His half smile turned into a grimace. “Nooh, theeeh” he said and pointed a crooked finger to the used magazine and comics store at the other end of the mall. We had no idea he was into comics.

The store smelled of old socks and stale fries. It reminded me of Franco, so I stayed close to the door. So it was Jenna who navigated the very last Mr. Jones him between the narrow aisles between the display tables. It was Jenna who called the store clerk. And it was Jenna who held the dirty magazine away from her body while she rolled him back to the cash register. I was looking out the window thinking this was an even shittier part of town than our own.

We rolled back out into the sun with a huge pair of tits spread across Mr. Jones’ lap. Big and swollen like some kind of disease. I had to help push the chair now, as if the old man suddenly had gained weight. Jenna’s face looked like an old woman’s. It was like she’d skipped high school and boyfriends and having kids and working, and had gone straight on to be seventy. I stopped pushing the chair. It was hot, but I needed to think.

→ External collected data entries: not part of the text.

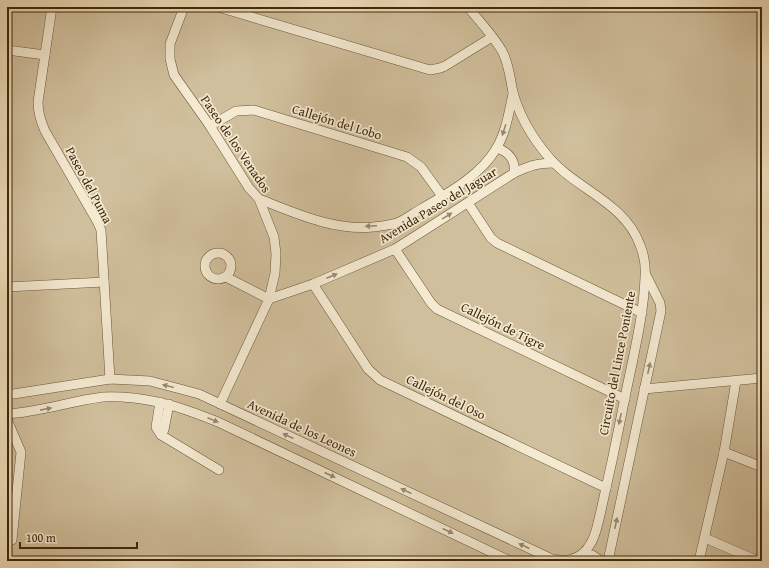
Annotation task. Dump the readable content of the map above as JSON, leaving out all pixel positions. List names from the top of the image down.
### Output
{
  "streets": {
    "street": [
      "Callejón del Lobo",
      "Paseo de los Venados",
      "Paseo del Puma",
      "Avenida Paseo del Jaguar",
      "Callejón de Tigre",
      "Circuito del Lince Poniente",
      "Callejón del Oso",
      "Avenida de los Leones"
    ]
  },
  "crossings": [
    ["Callejón del Lobo", "Paseo de los Venados"],
    ["Callejón del Lobo", "Avenida Paseo del Jaguar"],
    ["Paseo de los Venados", "Avenida Paseo del Jaguar"],
    ["Paseo de los Venados", "Avenida de los Leones"],
    ["Paseo del Puma", "Avenida de los Leones"],
    ["Avenida Paseo del Jaguar", "Callejón de Tigre"],
    ["Avenida Paseo del Jaguar", "Callejón del Oso"],
    ["Callejón de Tigre", "Circuito del Lince Poniente"],
    ["Circuito del Lince Poniente", "Callejón del Oso"]
  ],
  "scale_bar": "100 m"
}
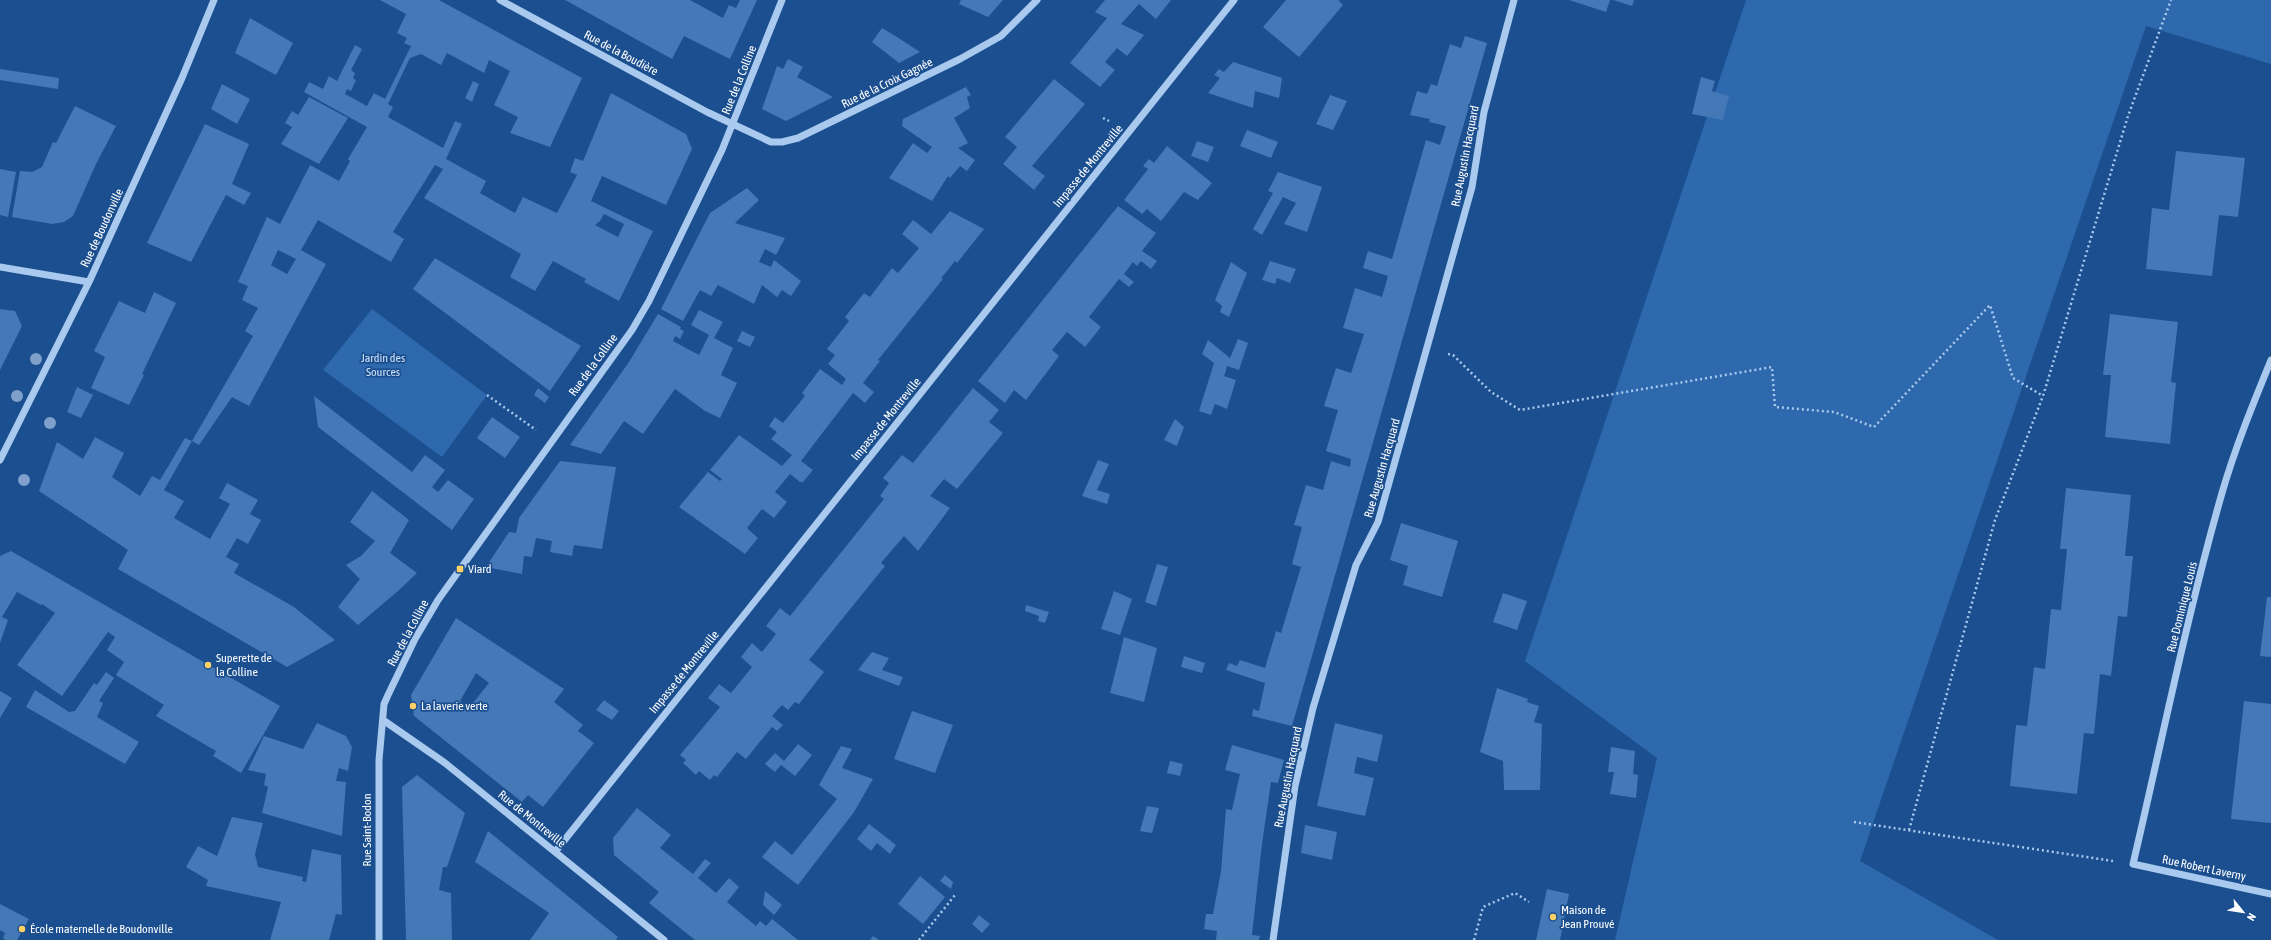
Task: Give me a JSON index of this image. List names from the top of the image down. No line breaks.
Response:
{"streets":{"street":["Rue de la Boudière","Rue de la Colline","Rue de la Croix Gagnée","Rue Augustin Hacquard","Impasse de Montreville","Rue de Boudonville","Rue Dominique Louis","Rue de Montreville","Rue Saint-Bodon","Rue Robert Laverny"]},"crossings":[["Rue de la Boudière","Rue de la Colline"],["Rue de la Boudière","Rue de la Croix Gagnée"],["Rue de la Colline","Rue de la Croix Gagnée"],["Rue de la Colline","Rue de Montreville"],["Rue de la Colline","Rue Saint-Bodon"],["Impasse de Montreville","Rue de Montreville"],["Rue Dominique Louis","Rue Robert Laverny"],["Rue de Montreville","Rue Saint-Bodon"]],"parks":["Jardin des Sources"],"places":{"transit":["Viard"],"other":["Superette de la Colline","La laverie verte","Maison de Jean Prouvé","École maternelle de Boudonville"]},"north":"bottom right"}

“Waan eiis c-reem?” Mr. Jones asked after a while, blinking his right eye. He sat almost straight now, and resembled someone I’d seen before and didn’t want to see again. He looked me in the eye, then patted the magazine with his right hand.

I don’t know what he expected to happen. Maybe he thought a bit of money and something sweet would make everything right. Maybe he thought that’s what girls liked. He wasn’t the first sucker to think that, and he wouldn’t be the last.

But while Jenna stood frozen, melting away in the August heat, it was me who found the wheelchair brakes. Pulled them so tight Mr. Jones tilted the other way, his good side down. And it was me who shook Jenna hard and told her to stop crying and grow up for once. And it was me who never looked back to see the very last Mr. Jones one last time as we headed for the streetcar stop. I didn’t need to, I knew his kind.

“Do you think he died there, all alone?” Jenna asked when we sat in her basement reading Seventeen on Labour Day.

“Neh,” I said, “Someone must have seen him. Who’d leave an old man alone in a wheelchair under a scorching sun?”